Task item: Go through the entries that follow and count every line with the string "grid". Reply with the number only.
-------- Source information
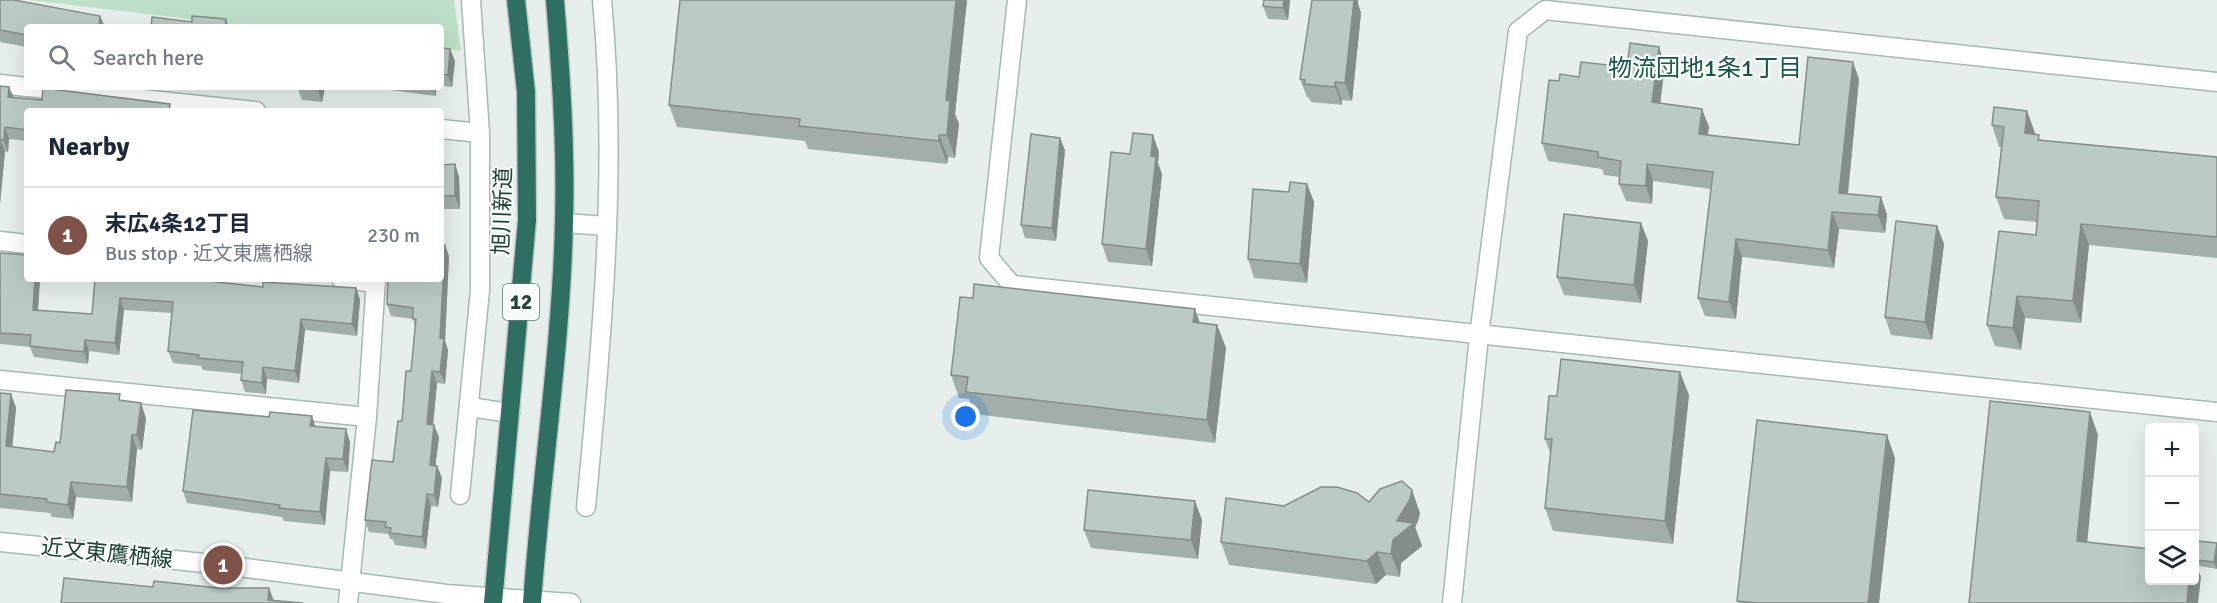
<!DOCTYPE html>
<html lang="en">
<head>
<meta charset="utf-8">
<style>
	body { margin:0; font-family:Signika,"Noto Sans JP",sans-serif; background:#f6f6f7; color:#1f2937 }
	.controls { position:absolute; right:18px; bottom:18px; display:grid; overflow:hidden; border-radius:6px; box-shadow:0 6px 24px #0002 }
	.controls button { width:54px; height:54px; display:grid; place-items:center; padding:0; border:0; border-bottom:2px solid #e0e1e3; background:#fff; color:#1f2937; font:30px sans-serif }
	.you { position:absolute; left:966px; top:417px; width:21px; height:21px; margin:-15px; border:4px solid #fff; border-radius:50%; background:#1a73e8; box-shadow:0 0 0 9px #1a73e833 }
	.badge { display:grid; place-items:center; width:39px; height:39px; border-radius:50%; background:#7f5249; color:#fff; font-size:20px; font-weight:700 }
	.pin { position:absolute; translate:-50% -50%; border:3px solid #fff; box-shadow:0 2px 6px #0006 }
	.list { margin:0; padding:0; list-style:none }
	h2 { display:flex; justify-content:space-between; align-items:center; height:78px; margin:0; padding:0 24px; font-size:26px }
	h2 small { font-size:20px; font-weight:400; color:#747a83 }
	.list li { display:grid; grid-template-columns:39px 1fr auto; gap:18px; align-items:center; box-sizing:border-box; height:96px; padding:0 24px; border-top:2px solid #e0e1e3 }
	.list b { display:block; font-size:22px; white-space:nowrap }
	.list p { margin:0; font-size:20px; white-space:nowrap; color:#747a83 }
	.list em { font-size:20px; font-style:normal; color:#747a83 }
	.icon { flex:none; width:33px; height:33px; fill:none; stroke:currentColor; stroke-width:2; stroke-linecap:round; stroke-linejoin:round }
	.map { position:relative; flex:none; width:2217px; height:603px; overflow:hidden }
	.search { position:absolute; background:#fff; box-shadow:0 6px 24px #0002; left:24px; top:24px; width:420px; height:66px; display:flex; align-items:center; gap:15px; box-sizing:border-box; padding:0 21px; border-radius:6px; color:#747a83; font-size:22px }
	.panel { position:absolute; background:#fff; box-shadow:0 6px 24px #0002; left:24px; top:108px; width:420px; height:174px; border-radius:6px }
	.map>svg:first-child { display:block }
	.green { fill:#bfe0c8 }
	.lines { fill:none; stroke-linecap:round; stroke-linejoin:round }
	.street-casing { stroke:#a8b8b2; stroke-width:21 }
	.secondary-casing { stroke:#a4bbb3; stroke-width:21 }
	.highway-casing { stroke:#c2cac8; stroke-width:21 }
	.street { stroke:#fff; stroke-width:18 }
	.secondary { stroke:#fff; stroke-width:18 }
	.highway { stroke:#2f6f62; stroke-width:18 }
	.wall { fill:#a1aea9 }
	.shaded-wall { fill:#838d89 }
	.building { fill:#bbcac4; stroke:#838d89; stroke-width:1.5 }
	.labels { text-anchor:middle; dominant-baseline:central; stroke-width:4.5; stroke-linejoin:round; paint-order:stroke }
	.shield { fill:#f7fbf9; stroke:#637a73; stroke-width:1.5 }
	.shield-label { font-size:21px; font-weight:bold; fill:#24423a }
	.street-label { font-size:22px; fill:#24423a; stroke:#f7fbf9 }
	.neighbourhood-label { font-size:24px; fill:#1f5548; stroke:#f7fbf9 }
</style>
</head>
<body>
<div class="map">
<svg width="2217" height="603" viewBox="0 0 2217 603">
	<rect width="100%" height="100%" fill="#e6efeb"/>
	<path class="green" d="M30,0H454L461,51L441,49V27H257Z"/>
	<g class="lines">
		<defs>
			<g id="street">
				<path d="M1017,0L989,258L1012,285L2217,412"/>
				<path d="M0,84L27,87"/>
				<path d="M29,87L256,111"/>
				<path d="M441,129L480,133"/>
				<path d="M564,223L607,226"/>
				<path d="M0,241L27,244"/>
				<path d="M341,279L376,283"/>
				<path d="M0,380L367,417"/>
				<path d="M470,407L510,413"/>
				<path d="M460,495L480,290V133L471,0"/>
				<path d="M586,507C602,339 618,169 602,0"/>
				<path d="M348,603L367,417L376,279"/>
				<path d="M1452,603L1479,336L1518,31L1545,10L2217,82"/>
			</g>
			<path id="secondary" d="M0,542L223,565L446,594L571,603"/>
			<g id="highway">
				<path d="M493,603L527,220L526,92L516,0"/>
				<path d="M532,603C541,476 561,350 564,222C566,148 561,74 555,0"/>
			</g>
		</defs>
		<use href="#street" class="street-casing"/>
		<use href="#secondary" class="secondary-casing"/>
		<use href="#highway" class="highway-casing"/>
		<use href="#street" class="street"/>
		<use href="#secondary" class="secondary"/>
		<use href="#highway" class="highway"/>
	</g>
	<g class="wall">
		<path d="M0,0L27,27V47L0,42Z"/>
		<path d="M680,0H967L955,114L959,124L955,158L948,157L947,164L808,149L805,141L677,127L669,105Z"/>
		<path d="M1264,0H1290L1288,20L1268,19L1263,6Z"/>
		<path d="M1358,4L1361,13L1352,101L1342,100V105L1311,102L1309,98L1307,97L1300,79Z"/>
		<path d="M441,48L450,49L455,61L452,87L441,86Z"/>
		<path d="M1665,65L1660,103L1709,127L1707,135L1799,145L1859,79L1848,194L1881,197L1887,215L1885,233L1839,229L1834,268L1742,257L1736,319L1705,316L1698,298L1711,189L1653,181L1652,204L1626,201L1619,184L1620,177L1604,175L1602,169L1548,161L1542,143L1559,81L1627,67Z"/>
		<path d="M0,86L9,87L13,97L42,100L170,104L27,111V141L9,139L8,152L5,151L0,204Z"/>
		<path d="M188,87H207V90L189,89Z"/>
		<path d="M297,87H325L322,102L302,100Z"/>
		<path d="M367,87H436V96Z"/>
		<path d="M2027,111L2035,134L2041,140L2217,157V258L2089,245L2081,323L2025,318L2021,350L1995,346L1987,325L2036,235L2037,222L2004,219L1996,197L2001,147H1999L1992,125Z"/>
		<path d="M1065,150L1056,241L1025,238L1021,225Z"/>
		<path d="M1159,152L1158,163L1162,174L1152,266L1108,262L1102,244L1130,154Z"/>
		<path d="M455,164L459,177L460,209H441V165Z"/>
		<path d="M1307,184L1314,202L1307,283L1254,278L1248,259L1289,192Z"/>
		<path d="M1641,223L1648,241L1641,303L1564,295L1557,277Z"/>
		<path d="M1937,226L1944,244L1932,340L1891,335L1885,317Z"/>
		<path d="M445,245L449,256L445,341L448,350L445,384L437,383L433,425L439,437L435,466H437L442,478L438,507L431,506L426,549L395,545L393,540L390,539L388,534L369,532L365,520L393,462L411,371L415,327L413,319L391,316L387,304Z"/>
		<path d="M0,253L27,279H40L38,311L92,314L95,279L263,287L356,288L360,300L357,336L305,330L299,383L267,379L266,394L245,392L241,380L242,374L203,370L201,366L173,363L168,351L172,313L124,310L119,355L89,351L88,364L34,357L30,347L0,344Z"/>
		<path d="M1200,323L1217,325L1226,348L1215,443L974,414L969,399L959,398L951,375Z"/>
		<path d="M0,393L11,394L16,408L12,447L54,452L60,443L122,400L146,418L142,450L137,449L132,502L76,497L73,519L52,517L50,513L0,508Z"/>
		<path d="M1689,395L1673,544L1553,531L1545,508L1551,455L1545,439L1557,396Z"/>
		<path d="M312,416L315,427L350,442L348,472L330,471L325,525L284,521L282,517L187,503L183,491L269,417Z"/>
		<path d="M1895,458L1879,603H1738L1737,601Z"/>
		<path d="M1284,506L1420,513L1418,521L1415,527L1422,546L1401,563L1400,577L1386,575L1376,584L1229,565L1221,542Z"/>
		<path d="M1202,520L1198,559L1091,548L1084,530Z"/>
		<path d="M2217,544V569L2199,566L2196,560Z"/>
	</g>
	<g class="shaded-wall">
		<path d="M956,0H967L955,114L959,124L955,158L947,135L946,100Z"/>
		<path d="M1284,0H1290L1288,20L1283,8Z"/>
		<path d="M1353,0H1358V4L1361,13L1352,101L1345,83Z"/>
		<path d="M100,16L105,27H99Z"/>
		<path d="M226,19L229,27H225Z"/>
		<path d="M1659,47L1665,65L1658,120L1652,102Z"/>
		<path d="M450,49L455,61L452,87L448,75Z"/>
		<path d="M1853,62L1859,79L1846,211L1839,193Z"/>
		<path d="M1335,82L1342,100V105L1335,87Z"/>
		<path d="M9,87L14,98L8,97Z"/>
		<path d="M318,87H325L322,102L318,90Z"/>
		<path d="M432,87H436V96Z"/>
		<path d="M1702,109L1709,127L1705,152L1699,134Z"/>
		<path d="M2027,111L2035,133L2032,155L2025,133Z"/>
		<path d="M5,127L9,139L8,152L4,140Z"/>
		<path d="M939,135L948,157L947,164L939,141Z"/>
		<path d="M1153,135L1159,152L1158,163L1162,174L1152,266L1146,249L1151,156Z"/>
		<path d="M1060,138L1065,150L1056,241L1052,228Z"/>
		<path d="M0,139L5,151L0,204Z"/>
		<path d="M455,164L459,177L460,209L455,196Z"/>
		<path d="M1647,164L1653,181L1652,204L1646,186Z"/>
		<path d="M1307,184L1314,202L1307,283L1300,264Z"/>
		<path d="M1881,197L1887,215L1885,233L1878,215Z"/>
		<path d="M1832,212L1839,229L1834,268L1828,250Z"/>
		<path d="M1641,223L1648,241L1641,303L1634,285Z"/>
		<path d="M2081,224L2089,245L2081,323L2073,301Z"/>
		<path d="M1937,226L1944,244L1932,340L1925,322Z"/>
		<path d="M1736,239L1742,257L1736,319L1729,302Z"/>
		<path d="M445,245L449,256L445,341L448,350L445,384L440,372V338Z"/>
		<path d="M35,279H40L37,322L33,310Z"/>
		<path d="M356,288L360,300L357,336L352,324Z"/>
		<path d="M2017,296L2025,318L2021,350L2013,328Z"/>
		<path d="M120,298L124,310L119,355L115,343Z"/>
		<path d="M1195,309L1203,332L1193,322Z"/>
		<path d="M301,319L305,330L299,383L295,371Z"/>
		<path d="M1217,325L1226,348L1215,443L1207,420Z"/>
		<path d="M85,340L89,351L88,364L84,352Z"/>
		<path d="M263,367L267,379L266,394L262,383Z"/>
		<path d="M432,371L437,383L432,436L427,424Z"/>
		<path d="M1680,372L1689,395L1673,544L1665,521Z"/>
		<path d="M11,394L16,408L11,461L6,446Z"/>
		<path d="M141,403L146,418L142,450L137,435Z"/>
		<path d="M2090,412L2098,435L2085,564L2077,541Z"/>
		<path d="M312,416L316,429L310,426Z"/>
		<path d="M434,425L439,437L434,477L430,465Z"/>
		<path d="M346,429L350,442L348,472L343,459Z"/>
		<path d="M132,435L137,449L132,502L127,487Z"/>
		<path d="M1887,435L1895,458L1879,603H1868Z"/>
		<path d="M326,458L330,471L325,525L320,512Z"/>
		<path d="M437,466L442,478L438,507L434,495Z"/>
		<path d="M71,482L76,497L73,519L68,505Z"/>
		<path d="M1412,490L1420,513L1418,521L1415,527L1422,546L1401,563L1400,577L1391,554L1393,540L1397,521Z"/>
		<path d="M427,494L431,506L426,549L422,537Z"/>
		<path d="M1195,501L1202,520L1198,559L1191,540Z"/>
		<path d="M2217,543V569L2214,562Z"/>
		<path d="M1377,552L1386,575L1376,584L1367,561Z"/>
		<path d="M2194,560L2201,577L2198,603H2187L2189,580H2194Z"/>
		<path d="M269,588L274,601L268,600Z"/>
	</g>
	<g class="building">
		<path d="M0,0H14L100,16L99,27H27V35L0,30Z"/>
		<path d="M680,0H956L946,100L950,101L947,135H939V141L799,126L800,119L669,105Z"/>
		<path d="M1264,0H1284L1283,8L1263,6Z"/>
		<path d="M1312,0H1354L1345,83L1335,82V87L1304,84L1305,80L1300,79Z"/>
		<path d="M192,16L226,19L225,27H151L152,17L192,22Z"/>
		<path d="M1630,43L1659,47L1652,102L1702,109L1699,134L1799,145L1808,57L1853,62L1839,193L1881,197L1878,215L1832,212L1828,250L1736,239L1729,302L1698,298L1713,172L1647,164L1646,186L1619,184L1621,161L1598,157V152L1542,143L1549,80L1559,81L1560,74L1579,77L1581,62L1627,67Z"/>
		<path d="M441,48L450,49L448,75L441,74Z"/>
		<path d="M0,86L9,87L8,97L42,100L43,88L170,104L169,111H27V130L5,127L4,140L0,139V143Z"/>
		<path d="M297,87H318V90Z"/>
		<path d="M1994,107L2027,111L2025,133L2039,135L2038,140L2217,157V237L2081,224L2073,301L2017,296L2013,328L1987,325L1999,231L2036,235L2039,201L1996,197L2004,127L1992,125Z"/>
		<path d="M1133,133L1153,135L1151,156L1156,157L1146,249L1102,244L1111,152L1130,154Z"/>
		<path d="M1031,134L1060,138L1052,228L1021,225Z"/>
		<path d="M455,164V196H441V165Z"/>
		<path d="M1290,182L1307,184L1300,264L1248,259L1253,189L1289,192Z"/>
		<path d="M1564,214L1641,223L1634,285L1557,277Z"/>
		<path d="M1896,221L1937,226L1925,322L1885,317Z"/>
		<path d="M441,244L445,245L440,338L444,339L440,372L432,371L427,424L434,425L430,465L437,466L434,495L427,494L422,537L390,533L391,528L385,527L386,522L365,520L372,460L393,462L398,421H402L406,371H411L416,319H413V308L387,304L388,279H441Z"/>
		<path d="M0,253L27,255V279H35L33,310L92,314L95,279H189L263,287V282L356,288L352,324L301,319L295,371L263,367L262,383L241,380L243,362L198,358L199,355L168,351L173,302L120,298L115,343L85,340L84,352L30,346L31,335L0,333Z"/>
		<path d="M974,284L1195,309L1193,322L1217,325L1207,420L966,392L968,377L951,375L960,297L973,298Z"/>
		<path d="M1561,359L1680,372L1665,521L1545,508L1552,439H1545L1549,396H1557Z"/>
		<path d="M66,390L120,394L119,400L141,403L137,435H132L127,487L71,482L68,505L46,502L47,499L0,494V393L11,394L6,446L54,452L56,442L60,443Z"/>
		<path d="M1990,401L2090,412L2077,541L2150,549V580H2189L2187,603H1969Z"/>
		<path d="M193,410L269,417L270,412L312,416L310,426L346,429L343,459L326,458L320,512L279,508L280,505L183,491Z"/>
		<path d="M1757,420L1887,435L1868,603H1758L1737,601Z"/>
		<path d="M1402,481L1412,490L1410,499L1397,521L1414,523L1393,540L1391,554L1377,552L1367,561L1221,542L1226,498L1284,506L1321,487H1337L1357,493L1369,502L1380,489Z"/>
		<path d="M1088,490L1195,501L1191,540L1084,530Z"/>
		<path d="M2198,541L2217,543L2214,562L2196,560Z"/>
		<path d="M64,578L153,587L154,581L218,588H269L268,600L303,603H61Z"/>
	</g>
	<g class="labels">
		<rect class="shield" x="503" y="284" width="36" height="36" rx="4.5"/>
		<g class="shield-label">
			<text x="521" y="302">12</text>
		</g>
		<g class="street-label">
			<text transform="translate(502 211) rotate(-88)">旭川新道</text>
			<text transform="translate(107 553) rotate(6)">近文東鷹栖線</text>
		</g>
		<g class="neighbourhood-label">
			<text x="1705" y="68">物流団地1条1丁目</text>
		</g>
	</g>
</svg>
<div class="controls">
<button>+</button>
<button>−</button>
<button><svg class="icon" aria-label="layers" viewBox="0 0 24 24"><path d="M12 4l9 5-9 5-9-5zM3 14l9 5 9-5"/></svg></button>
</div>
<div class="you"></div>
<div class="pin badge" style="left:223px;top:565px">1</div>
<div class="search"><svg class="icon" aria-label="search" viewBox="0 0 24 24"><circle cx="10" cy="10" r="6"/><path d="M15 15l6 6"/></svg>Search here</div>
<section class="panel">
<h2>Nearby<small></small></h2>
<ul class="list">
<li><span class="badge">1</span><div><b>末広4条12丁目</b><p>Bus stop · 近文東鷹栖線</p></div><em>230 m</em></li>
</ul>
</section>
</div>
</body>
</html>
----------------
Your response: 4